# Exercise description
In the entries below, find the lines with the word "align" and copy them.

# Entries supplied
★ ★ ★ ★ ★ ★ ★

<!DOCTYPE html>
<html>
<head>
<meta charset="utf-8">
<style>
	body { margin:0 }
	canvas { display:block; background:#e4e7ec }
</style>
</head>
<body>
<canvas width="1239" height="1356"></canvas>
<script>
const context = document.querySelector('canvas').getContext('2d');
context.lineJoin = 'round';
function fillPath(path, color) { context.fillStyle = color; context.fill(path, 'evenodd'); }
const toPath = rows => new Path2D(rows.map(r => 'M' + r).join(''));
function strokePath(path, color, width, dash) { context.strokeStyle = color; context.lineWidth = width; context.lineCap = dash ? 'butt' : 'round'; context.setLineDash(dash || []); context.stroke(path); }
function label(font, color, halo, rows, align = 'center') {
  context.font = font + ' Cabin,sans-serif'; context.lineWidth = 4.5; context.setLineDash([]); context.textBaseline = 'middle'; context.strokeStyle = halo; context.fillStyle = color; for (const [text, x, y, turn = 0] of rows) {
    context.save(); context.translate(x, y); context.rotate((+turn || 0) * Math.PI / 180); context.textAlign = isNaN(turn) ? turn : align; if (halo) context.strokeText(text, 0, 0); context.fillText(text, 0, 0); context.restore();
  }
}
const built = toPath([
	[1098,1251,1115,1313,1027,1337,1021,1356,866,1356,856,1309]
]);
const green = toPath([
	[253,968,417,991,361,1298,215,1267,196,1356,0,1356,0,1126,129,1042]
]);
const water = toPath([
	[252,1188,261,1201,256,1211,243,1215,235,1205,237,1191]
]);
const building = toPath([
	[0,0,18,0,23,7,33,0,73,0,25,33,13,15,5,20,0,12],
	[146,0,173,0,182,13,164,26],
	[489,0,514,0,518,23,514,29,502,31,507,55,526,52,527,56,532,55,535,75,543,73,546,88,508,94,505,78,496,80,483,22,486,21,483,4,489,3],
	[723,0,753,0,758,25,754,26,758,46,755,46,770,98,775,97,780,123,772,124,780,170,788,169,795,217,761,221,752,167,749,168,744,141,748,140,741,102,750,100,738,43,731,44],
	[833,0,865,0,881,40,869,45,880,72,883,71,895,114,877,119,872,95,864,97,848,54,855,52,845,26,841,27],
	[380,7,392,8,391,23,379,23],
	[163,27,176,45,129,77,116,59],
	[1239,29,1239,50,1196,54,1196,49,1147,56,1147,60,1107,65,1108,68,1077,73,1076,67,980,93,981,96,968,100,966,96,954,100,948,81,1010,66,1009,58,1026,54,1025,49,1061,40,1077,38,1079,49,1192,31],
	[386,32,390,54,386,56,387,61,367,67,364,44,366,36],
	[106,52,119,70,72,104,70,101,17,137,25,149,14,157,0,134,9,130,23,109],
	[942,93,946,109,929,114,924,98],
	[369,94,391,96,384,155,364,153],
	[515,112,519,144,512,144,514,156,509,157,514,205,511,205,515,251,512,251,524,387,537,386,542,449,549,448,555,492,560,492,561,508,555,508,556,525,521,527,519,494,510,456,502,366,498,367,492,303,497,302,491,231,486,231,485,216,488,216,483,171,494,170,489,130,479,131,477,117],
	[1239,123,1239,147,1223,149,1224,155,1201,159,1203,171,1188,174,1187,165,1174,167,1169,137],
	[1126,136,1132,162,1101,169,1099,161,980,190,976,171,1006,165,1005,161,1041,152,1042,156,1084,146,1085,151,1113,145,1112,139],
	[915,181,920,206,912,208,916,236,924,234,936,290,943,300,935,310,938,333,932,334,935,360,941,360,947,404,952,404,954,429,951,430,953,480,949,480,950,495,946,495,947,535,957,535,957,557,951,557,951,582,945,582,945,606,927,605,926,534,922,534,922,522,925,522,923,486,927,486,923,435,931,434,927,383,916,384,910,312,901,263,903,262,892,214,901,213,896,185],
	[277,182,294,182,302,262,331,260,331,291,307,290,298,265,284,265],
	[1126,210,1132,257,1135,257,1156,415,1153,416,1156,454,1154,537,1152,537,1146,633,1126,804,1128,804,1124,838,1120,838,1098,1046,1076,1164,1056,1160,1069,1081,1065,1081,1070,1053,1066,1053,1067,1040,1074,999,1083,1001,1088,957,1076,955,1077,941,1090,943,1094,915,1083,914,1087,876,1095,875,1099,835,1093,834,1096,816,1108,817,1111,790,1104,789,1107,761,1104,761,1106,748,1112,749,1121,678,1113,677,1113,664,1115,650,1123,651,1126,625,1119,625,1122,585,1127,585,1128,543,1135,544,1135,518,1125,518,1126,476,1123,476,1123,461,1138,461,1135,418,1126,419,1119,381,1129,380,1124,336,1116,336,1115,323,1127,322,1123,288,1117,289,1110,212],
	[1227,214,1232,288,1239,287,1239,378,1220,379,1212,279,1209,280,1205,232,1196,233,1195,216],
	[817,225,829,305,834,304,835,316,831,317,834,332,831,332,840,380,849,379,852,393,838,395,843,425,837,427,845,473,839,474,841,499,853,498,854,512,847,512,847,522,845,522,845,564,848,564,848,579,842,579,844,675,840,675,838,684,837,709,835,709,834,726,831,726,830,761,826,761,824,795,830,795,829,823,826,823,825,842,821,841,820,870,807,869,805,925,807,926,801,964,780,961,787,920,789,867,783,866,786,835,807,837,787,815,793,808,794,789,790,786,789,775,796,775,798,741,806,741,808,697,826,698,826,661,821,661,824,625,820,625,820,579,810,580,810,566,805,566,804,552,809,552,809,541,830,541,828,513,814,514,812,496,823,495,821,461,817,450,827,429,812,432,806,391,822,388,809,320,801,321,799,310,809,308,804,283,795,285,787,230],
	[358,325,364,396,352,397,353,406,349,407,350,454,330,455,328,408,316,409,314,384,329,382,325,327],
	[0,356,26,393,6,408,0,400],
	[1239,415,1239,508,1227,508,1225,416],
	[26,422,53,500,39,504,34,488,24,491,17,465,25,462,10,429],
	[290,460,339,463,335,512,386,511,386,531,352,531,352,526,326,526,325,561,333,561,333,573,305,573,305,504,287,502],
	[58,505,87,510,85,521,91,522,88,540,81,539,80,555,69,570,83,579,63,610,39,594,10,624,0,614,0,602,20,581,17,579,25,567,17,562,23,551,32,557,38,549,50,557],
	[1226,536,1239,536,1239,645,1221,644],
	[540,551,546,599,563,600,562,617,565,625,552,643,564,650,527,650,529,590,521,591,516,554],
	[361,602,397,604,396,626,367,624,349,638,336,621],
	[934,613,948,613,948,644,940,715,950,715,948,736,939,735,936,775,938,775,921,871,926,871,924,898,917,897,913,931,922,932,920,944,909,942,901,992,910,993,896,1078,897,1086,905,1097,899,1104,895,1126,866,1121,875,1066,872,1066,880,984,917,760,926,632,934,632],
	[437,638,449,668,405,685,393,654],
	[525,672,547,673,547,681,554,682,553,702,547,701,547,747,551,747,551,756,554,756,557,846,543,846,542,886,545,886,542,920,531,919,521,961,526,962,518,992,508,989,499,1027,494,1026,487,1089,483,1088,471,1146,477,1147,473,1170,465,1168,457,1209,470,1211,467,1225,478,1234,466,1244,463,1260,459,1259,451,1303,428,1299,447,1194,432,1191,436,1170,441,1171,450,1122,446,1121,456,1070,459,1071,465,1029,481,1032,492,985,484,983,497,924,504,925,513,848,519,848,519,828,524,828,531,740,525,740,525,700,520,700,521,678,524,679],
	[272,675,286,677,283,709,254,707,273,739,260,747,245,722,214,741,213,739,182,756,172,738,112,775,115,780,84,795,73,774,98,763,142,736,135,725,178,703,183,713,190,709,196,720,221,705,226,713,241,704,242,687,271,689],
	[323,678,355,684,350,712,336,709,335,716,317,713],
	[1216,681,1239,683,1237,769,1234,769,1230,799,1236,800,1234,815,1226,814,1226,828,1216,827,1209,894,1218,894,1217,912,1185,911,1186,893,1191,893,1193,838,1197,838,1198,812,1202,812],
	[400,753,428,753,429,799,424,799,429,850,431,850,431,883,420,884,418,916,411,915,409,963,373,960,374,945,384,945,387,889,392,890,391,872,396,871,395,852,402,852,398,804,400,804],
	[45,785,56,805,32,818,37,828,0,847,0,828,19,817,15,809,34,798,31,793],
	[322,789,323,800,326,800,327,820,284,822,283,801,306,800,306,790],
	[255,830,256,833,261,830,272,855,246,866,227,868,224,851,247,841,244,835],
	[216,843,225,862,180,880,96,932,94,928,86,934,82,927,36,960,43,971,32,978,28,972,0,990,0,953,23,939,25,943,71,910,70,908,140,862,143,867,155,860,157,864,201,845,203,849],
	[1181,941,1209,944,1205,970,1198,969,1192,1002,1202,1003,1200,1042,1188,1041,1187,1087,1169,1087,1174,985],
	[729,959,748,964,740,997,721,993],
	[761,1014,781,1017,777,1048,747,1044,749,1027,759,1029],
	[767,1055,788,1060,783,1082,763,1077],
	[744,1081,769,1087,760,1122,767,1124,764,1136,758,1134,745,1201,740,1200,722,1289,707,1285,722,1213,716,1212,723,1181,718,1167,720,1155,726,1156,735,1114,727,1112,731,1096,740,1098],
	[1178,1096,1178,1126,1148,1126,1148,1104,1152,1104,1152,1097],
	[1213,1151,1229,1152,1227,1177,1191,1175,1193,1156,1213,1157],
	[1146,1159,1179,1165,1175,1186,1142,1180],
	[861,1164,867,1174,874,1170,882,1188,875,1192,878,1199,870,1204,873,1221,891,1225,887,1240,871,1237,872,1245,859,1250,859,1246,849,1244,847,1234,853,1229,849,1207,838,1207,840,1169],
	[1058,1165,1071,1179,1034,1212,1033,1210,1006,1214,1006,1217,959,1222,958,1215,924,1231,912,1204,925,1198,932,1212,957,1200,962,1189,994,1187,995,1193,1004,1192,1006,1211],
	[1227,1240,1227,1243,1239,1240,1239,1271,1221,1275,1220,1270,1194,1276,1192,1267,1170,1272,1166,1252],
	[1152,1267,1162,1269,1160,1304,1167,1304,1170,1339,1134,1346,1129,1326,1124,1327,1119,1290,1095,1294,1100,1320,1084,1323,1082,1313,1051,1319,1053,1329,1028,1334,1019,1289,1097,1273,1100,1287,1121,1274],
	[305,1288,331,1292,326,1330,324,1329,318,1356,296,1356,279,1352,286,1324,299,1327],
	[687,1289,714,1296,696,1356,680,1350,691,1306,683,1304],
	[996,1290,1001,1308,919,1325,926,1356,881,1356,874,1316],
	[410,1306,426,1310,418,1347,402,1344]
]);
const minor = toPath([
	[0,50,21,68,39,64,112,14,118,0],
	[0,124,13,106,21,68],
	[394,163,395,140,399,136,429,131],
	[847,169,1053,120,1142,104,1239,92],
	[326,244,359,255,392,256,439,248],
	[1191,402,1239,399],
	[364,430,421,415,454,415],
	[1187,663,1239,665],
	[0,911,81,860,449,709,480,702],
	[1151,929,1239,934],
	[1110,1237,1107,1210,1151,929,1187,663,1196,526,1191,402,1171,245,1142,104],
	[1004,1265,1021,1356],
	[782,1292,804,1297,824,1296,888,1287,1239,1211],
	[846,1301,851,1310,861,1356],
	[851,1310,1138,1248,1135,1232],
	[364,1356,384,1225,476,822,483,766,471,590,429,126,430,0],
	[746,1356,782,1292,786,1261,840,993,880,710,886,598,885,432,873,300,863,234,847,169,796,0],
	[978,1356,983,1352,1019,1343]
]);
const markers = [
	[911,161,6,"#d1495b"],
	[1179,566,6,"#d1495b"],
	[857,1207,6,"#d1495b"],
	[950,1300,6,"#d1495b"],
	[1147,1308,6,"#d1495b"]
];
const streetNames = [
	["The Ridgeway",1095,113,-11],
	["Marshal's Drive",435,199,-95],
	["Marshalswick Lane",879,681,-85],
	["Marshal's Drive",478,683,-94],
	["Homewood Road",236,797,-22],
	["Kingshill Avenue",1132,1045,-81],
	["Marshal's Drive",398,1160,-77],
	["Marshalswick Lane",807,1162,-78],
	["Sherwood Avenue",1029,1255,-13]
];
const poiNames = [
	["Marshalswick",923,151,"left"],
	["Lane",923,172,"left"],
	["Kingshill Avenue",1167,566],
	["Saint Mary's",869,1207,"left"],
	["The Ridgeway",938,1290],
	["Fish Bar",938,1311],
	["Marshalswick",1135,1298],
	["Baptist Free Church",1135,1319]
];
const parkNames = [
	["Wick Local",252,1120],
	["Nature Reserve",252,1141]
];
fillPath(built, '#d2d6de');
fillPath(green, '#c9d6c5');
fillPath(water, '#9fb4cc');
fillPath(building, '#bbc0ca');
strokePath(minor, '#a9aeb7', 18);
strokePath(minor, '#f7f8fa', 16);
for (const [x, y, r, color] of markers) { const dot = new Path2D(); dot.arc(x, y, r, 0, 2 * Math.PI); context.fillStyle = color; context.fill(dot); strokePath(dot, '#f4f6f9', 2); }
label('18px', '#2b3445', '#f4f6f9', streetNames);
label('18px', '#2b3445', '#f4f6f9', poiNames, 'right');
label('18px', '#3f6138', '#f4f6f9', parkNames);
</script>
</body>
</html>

★ ★ ★ ★ ★ ★ ★

# Exercise result
function label(font, color, halo, rows, align = 'center') {
    context.save(); context.translate(x, y); context.rotate((+turn || 0) * Math.PI / 180); context.textAlign = isNaN(turn) ? turn : align; if (halo) context.strokeText(text, 0, 0); context.fillText(text, 0, 0); context.restore();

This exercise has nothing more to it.